What are the lines from the top of the entries through the one with "position:absolute; left:2426px; top:24px;"? Write them out exactly, with no pictures.

(Stored data)
━━━━━━

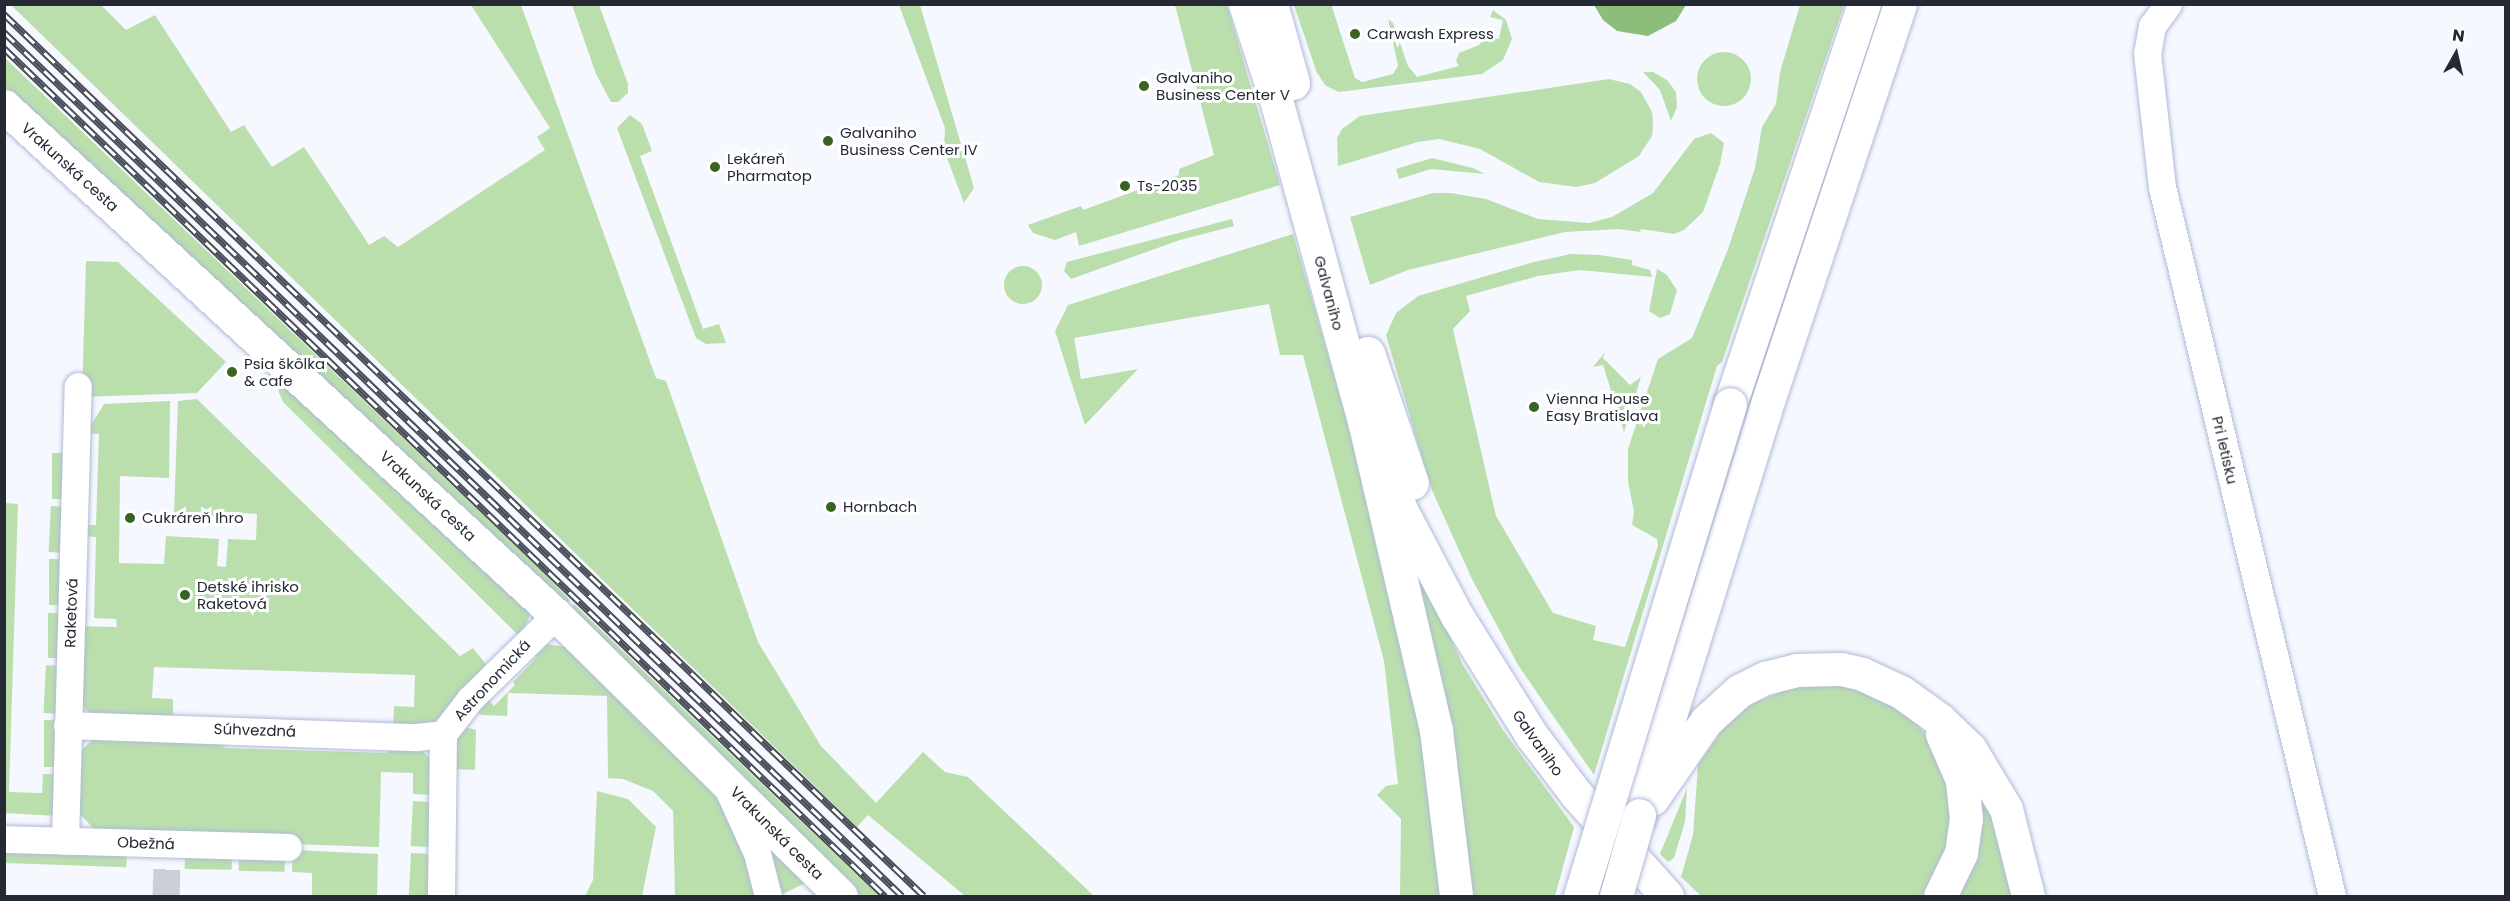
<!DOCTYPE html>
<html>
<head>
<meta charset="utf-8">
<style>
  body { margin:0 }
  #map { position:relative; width:2510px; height:901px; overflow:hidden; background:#f6f8ff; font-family:Poppins,sans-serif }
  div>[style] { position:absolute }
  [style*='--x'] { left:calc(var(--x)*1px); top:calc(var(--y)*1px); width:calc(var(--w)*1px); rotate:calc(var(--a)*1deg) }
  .green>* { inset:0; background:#badfad; transform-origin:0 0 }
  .round { border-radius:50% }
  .water>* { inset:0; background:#8dbd7b }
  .minor-tunnel>* { height:27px; margin-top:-13.5px; transform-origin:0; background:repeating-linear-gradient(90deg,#cccfd6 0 27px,transparent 0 41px) }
  .roads { filter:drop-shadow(0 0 2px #afbad8) drop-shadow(0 0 2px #afbad8) }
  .minor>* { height:27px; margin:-13.5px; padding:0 13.5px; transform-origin:13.5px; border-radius:13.5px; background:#fff }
  .major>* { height:33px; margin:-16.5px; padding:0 16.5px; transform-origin:16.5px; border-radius:16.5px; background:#fff }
  .highway>* { height:33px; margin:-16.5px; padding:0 16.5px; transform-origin:16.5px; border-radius:16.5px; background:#fff }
  .rail>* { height:7px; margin-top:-3.5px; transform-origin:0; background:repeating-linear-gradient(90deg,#fff 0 14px,#4a4e58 0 28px); box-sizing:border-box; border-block:2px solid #4a4e58 }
  .bridges { filter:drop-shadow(0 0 2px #afbad8) drop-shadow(0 0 2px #afbad8) }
  .highway-bridge>* { height:33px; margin:-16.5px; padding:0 16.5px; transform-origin:16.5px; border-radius:16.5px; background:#fff }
  .dots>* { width:16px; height:16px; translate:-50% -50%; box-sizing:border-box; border:3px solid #fff; border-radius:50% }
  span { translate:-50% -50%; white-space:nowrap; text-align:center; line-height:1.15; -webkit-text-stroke:6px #fff; paint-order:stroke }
  .poi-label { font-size:15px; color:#252934 }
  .left { translate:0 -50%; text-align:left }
  .street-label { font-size:15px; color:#252934 }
  .frame { position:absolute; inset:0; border:6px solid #252934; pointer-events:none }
  .north { position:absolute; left:2426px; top:24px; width:60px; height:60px; -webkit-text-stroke:4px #fff; paint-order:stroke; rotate:8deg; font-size:16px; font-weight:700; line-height:24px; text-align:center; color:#252934 }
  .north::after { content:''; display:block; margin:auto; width:21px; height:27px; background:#252934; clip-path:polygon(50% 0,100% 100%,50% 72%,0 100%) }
</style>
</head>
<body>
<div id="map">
  <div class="green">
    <i style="clip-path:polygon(11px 5px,101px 5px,126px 30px,155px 15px,231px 132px,244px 125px,272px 167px,304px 147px,369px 245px,384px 236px,398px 247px,545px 150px,537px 137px,550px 128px,471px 5px,521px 5px,656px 378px,666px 381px,758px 642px,821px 746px,876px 803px,923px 752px,945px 772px,968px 777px,1094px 896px,965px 896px,868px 815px,857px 827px)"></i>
    <i style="clip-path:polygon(572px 5px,599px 5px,628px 84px,628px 93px,618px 102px,611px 102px,596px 74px)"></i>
    <i style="clip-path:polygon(899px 5px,920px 5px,974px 188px,964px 203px,944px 150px,945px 128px)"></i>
    <i style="clip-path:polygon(1175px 5px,1227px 5px,1280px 185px,1079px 246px,1076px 232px,1055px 240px,1033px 233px,1028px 225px,1081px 206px,1083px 210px,1179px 175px,1179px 169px,1214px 155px)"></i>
    <i style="clip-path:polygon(1294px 5px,1335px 5px,1332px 7px,1355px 78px,1362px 82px,1393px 74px,1398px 66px,1388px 19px,1393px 23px,1408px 66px,1417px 77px,1459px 66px,1456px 61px,1459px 53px,1479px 45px,1485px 37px,1499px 39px,1503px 20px,1490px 17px,1493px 10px,1506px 20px,1512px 39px,1503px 60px,1482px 74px,1339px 92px,1326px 86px,1317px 73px)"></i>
    <i style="clip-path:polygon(1800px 5px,1844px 5px,1722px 362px,1717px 366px,1594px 775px,1518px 665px,1472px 579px,1431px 488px,1386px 335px,1396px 313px,1418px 296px,1534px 262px,1571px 254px,1600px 255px,1632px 260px,1632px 265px,1650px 270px,1652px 277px,1580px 270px,1538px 276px,1466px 296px,1470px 311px,1453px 329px,1496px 516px,1553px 613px,1596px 626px,1593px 640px,1625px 647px,1658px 546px,1657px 539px,1632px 525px,1634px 512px,1628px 481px,1628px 449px,1658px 359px,1692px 338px,1728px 249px,1755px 168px,1762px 127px,1776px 104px,1780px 72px)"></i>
    <i class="round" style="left:1697px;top:52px;width:54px;height:54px"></i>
    <i style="clip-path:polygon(4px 57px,543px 572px,570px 600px,568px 603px,564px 606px,5px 93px)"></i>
    <i style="clip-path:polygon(1643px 72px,1653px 72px,1667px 80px,1676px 92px,1677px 107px,1671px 121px,1660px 90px)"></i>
    <i style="clip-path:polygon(1609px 79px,1630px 84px,1641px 92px,1652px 112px,1653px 124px,1652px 136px,1639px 156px,1595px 183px,1576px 187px,1539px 182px,1480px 149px,1439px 139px,1418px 142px,1338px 166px,1337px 138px,1342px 129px,1360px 116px)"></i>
    <i style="clip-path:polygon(630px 115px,642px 124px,652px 151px,640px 156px,703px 329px,719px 324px,726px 343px,706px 344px,696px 338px,617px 128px)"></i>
    <i style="clip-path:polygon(1711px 133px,1724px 143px,1720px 164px,1703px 212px,1684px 230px,1674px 234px,1641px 229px,1640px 232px,1619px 229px,1565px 232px,1408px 270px,1370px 285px,1350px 217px,1433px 193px,1451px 193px,1486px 199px,1538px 219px,1589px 223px,1612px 217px,1653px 193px,1694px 139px)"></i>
    <i style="clip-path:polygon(1432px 158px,1473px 168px,1485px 174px,1431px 169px,1399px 179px,1396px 169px)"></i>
    <i style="clip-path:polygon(1232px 219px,1234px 226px,1180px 240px,1071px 279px,1064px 271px,1067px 262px)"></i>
    <i style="clip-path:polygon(1293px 234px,1389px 565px,1430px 742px,1441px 896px,1400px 896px,1401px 819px,1377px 795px,1386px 786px,1398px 784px,1384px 661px,1303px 355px,1280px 355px,1269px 304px,1074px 338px,1081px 379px,1138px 369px,1085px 425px,1055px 331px,1068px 305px)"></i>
    <i style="clip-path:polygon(86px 261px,118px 262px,226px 362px,197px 393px,82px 397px)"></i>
    <i class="round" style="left:1004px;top:266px;width:38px;height:38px"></i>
    <i style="clip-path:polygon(1657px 269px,1666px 274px,1677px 290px,1670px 314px,1660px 318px,1649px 311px)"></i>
    <i style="clip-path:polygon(1605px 352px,1603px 358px,1630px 385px,1641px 377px,1624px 432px,1603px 365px,1593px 367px)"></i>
    <i style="clip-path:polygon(271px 374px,532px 609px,521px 638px,283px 402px)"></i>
    <i style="clip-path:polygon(197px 399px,460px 656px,473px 648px,485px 663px,485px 671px,443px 719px,432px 724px,393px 725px,394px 706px,414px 707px,415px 675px,154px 667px,152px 698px,173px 699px,173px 720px,94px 716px,77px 702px,75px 626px,117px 627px,116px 619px,94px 618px,96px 537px,83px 536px,83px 525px,96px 525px,99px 434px,86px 433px,104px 404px,170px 401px,169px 478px,120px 476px,119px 563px,164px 564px,166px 536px,219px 539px,217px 566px,226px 567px,228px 539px,256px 540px,257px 514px,225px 512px,224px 517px,174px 515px,178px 401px)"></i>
    <i style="left:52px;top:453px;width:18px;height:46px"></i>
    <i style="clip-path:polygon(5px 503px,18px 504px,9px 792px,42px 793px,43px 774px,61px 774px,58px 816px,5px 813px)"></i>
    <i style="left:51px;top:506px;width:18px;height:46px;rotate:3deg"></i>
    <i style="clip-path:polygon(1412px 555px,1463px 665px,1503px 730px,1574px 827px,1555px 896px,1469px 896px,1450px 726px)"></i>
    <i style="left:49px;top:559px;width:18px;height:46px"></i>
    <i style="clip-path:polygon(573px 605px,575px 605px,879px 896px,856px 896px,570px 609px)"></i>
    <i style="left:48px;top:613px;width:18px;height:45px"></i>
    <i style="clip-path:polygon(541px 643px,576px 649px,682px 756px,729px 814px,763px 896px,675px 896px,673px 811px,653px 791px,623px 779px,608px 778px,607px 696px,508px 693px,507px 716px,482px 715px,472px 710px,486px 697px,494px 706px,515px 685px,513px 682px,537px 657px,531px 651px)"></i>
    <i style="left:46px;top:665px;width:18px;height:48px;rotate:3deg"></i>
    <i style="clip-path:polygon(1824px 683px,1852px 688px,1880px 701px,1884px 696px,1907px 711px,1929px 739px,1945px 770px,1952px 837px,1926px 896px,1701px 896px,1681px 877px,1693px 835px,1698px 765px,1727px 723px,1747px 706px,1795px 686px)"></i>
    <i style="left:44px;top:720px;width:19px;height:47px"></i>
    <i style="clip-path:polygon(461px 726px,476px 730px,475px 770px,452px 769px,453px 739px)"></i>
    <i style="clip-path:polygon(96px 736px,234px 736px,223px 748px,387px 753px,400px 742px,418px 746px,432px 761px,432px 795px,413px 794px,413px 773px,381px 772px,379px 847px,203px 841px,94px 829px,79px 813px,79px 753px)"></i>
    <i style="clip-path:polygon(1687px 788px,1685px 822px,1674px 858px,1668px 862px,1660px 854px)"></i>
    <i style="clip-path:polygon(597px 791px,628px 799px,656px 827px,642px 896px,585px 896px,593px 880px)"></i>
    <i style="clip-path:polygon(1985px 795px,2016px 896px,1959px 896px,1975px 858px,1982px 827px,1980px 797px)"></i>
    <i style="left:413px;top:801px;width:19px;height:45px;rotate:3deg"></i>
    <i style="clip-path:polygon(767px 840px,808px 882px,778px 896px)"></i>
    <i style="left:5px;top:845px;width:122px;height:18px;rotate:2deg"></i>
    <i style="clip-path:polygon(293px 850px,378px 854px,377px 896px,312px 896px,312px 873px,292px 872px)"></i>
    <i style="left:185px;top:851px;width:47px;height:18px;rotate:1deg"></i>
    <i style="left:239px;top:853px;width:46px;height:18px;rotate:1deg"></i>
    <i style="left:411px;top:853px;width:19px;height:43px;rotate:3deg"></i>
  </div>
  <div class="water">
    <i style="clip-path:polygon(1594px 5px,1594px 4px,1686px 5px,1676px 21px,1648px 36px,1617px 31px,1603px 20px)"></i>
  </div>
  <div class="minor-tunnel">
    <i style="--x:166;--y:896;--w:28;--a:-88"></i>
  </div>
  <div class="roads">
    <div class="minor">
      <i style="--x:2168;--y:4;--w:27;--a:126"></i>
      <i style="--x:2152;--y:26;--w:27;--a:100"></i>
      <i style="--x:2147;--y:53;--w:135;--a:83.6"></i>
      <i style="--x:2162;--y:187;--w:729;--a:76.52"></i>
      <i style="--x:67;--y:725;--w:349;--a:2"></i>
      <i style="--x:416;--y:737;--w:27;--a:-6"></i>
      <i style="--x:727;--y:787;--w:72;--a:65.6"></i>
      <i style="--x:757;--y:853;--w:44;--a:75.7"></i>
      <i style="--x:4;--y:839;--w:284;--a:1.6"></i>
      <i style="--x:65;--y:841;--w:455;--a:-88.4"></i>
      <i style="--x:441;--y:896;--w:162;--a:-89.3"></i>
      <i style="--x:443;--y:734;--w:44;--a:-52.4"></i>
      <i style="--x:470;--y:699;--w:120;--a:-44.3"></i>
    </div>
    <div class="major">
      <i style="--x:1245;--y:4;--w:97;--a:71.9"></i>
      <i style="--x:1275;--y:96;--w:341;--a:74.7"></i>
      <i style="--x:1365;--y:425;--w:92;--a:67"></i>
      <i style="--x:1401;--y:510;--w:120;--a:62.2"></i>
      <i style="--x:1457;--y:616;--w:142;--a:58"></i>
      <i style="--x:1532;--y:736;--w:73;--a:52.8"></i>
      <i style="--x:1576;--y:794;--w:137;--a:48.3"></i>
      <i style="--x:1271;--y:4;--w:82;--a:74.4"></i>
      <i style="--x:4;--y:106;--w:751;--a:42.68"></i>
      <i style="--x:556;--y:615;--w:400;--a:44.6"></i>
      <i style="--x:1368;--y:353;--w:137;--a:71.3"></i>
    </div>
    <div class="highway">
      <i style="--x:1730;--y:404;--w:422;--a:-71.5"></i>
      <i style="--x:1365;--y:425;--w:313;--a:76.9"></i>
      <i style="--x:1436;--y:730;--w:167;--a:83.1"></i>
      <i style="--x:1652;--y:799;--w:95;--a:-55.3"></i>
      <i style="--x:1706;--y:721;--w:45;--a:-42.3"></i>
      <i style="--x:1739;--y:691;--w:29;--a:-27"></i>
      <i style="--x:1765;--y:678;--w:32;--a:-14"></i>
      <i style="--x:1796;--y:670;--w:45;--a:-1.3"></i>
      <i style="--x:1841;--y:669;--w:22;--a:13"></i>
      <i style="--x:1862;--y:674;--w:43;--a:24.8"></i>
      <i style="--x:1901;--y:692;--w:48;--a:35.7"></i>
      <i style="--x:1940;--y:720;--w:42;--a:44"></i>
      <i style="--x:1970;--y:749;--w:70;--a:59"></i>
      <i style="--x:2006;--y:809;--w:90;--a:75.8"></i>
      <i style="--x:1639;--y:815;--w:421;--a:-72.7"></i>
      <i style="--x:1764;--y:413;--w:431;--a:-71.6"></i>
      <i style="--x:1940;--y:896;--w:48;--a:-64"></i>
      <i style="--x:1961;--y:853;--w:34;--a:-82"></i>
      <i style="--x:1966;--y:819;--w:39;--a:-96"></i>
      <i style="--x:1962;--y:780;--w:50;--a:-113.5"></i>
    </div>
  </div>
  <div class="rail">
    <i style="--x:4;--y:14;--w:1274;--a:43.79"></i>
    <i style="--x:4;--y:32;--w:1246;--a:43.89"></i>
    <i style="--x:4;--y:48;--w:1223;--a:43.91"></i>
  </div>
  <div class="bridges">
    <div class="highway-bridge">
      <i style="--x:1580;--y:896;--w:514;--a:-73.04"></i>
      <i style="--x:1616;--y:896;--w:84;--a:-74.1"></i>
    </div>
  </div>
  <div class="dots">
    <i style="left:1355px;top:34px;background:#376423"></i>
    <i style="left:1144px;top:86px;background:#376423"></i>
    <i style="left:828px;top:141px;background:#376423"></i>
    <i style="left:715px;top:167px;background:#376423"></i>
    <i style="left:1125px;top:186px;background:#376423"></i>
    <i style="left:232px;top:372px;background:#376423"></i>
    <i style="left:1534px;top:407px;background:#376423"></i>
    <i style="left:831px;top:507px;background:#376423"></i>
    <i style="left:130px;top:518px;background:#376423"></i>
    <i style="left:185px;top:595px;background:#376423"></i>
  </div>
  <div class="poi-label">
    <span class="left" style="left:1367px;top:34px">Carwash Express</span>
    <span class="left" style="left:1156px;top:86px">Galvaniho<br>Business Center V</span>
    <span class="left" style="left:840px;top:141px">Galvaniho<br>Business Center IV</span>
    <span class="left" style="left:727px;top:167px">Lekáreň<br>Pharmatop</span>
    <span class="left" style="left:1137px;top:186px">Ts-2035</span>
    <span class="left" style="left:244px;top:372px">Psia škôlka<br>&amp; cafe</span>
    <span class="left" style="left:1546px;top:407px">Vienna House<br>Easy Bratislava</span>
    <span class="left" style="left:843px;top:507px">Hornbach</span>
    <span class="left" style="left:142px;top:518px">Cukráreň Ihro</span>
    <span class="left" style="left:197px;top:595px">Detské ihrisko<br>Raketová</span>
  </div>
  <div class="street-label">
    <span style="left:70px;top:167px;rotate:42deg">Vrakunská cesta</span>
    <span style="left:1329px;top:293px;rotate:75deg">Galvaniho</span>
    <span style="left:2225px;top:450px;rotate:77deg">Pri letisku</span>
    <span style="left:428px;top:496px;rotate:43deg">Vrakunská cesta</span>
    <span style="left:71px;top:613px;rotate:-88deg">Raketová</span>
    <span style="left:492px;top:680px;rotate:-47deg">Astronomická</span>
    <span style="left:255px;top:730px;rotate:2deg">Súhvezdná</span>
    <span style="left:1538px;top:743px;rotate:55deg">Galvaniho</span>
    <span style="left:777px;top:833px;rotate:45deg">Vrakunská cesta</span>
    <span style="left:146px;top:843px;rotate:2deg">Obežná</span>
  </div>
  <div class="frame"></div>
  <div class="north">N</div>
</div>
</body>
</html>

━━━━━━

Reply:
<!DOCTYPE html>
<html>
<head>
<meta charset="utf-8">
<style>
  body { margin:0 }
  #map { position:relative; width:2510px; height:901px; overflow:hidden; background:#f6f8ff; font-family:Poppins,sans-serif }
  div>[style] { position:absolute }
  [style*='--x'] { left:calc(var(--x)*1px); top:calc(var(--y)*1px); width:calc(var(--w)*1px); rotate:calc(var(--a)*1deg) }
  .green>* { inset:0; background:#badfad; transform-origin:0 0 }
  .round { border-radius:50% }
  .water>* { inset:0; background:#8dbd7b }
  .minor-tunnel>* { height:27px; margin-top:-13.5px; transform-origin:0; background:repeating-linear-gradient(90deg,#cccfd6 0 27px,transparent 0 41px) }
  .roads { filter:drop-shadow(0 0 2px #afbad8) drop-shadow(0 0 2px #afbad8) }
  .minor>* { height:27px; margin:-13.5px; padding:0 13.5px; transform-origin:13.5px; border-radius:13.5px; background:#fff }
  .major>* { height:33px; margin:-16.5px; padding:0 16.5px; transform-origin:16.5px; border-radius:16.5px; background:#fff }
  .highway>* { height:33px; margin:-16.5px; padding:0 16.5px; transform-origin:16.5px; border-radius:16.5px; background:#fff }
  .rail>* { height:7px; margin-top:-3.5px; transform-origin:0; background:repeating-linear-gradient(90deg,#fff 0 14px,#4a4e58 0 28px); box-sizing:border-box; border-block:2px solid #4a4e58 }
  .bridges { filter:drop-shadow(0 0 2px #afbad8) drop-shadow(0 0 2px #afbad8) }
  .highway-bridge>* { height:33px; margin:-16.5px; padding:0 16.5px; transform-origin:16.5px; border-radius:16.5px; background:#fff }
  .dots>* { width:16px; height:16px; translate:-50% -50%; box-sizing:border-box; border:3px solid #fff; border-radius:50% }
  span { translate:-50% -50%; white-space:nowrap; text-align:center; line-height:1.15; -webkit-text-stroke:6px #fff; paint-order:stroke }
  .poi-label { font-size:15px; color:#252934 }
  .left { translate:0 -50%; text-align:left }
  .street-label { font-size:15px; color:#252934 }
  .frame { position:absolute; inset:0; border:6px solid #252934; pointer-events:none }
  .north { position:absolute; left:2426px; top:24px; width:60px; height:60px; -webkit-text-stroke:4px #fff; paint-order:stroke; rotate:8deg; font-size:16px; font-weight:700; line-height:24px; text-align:center; color:#252934 }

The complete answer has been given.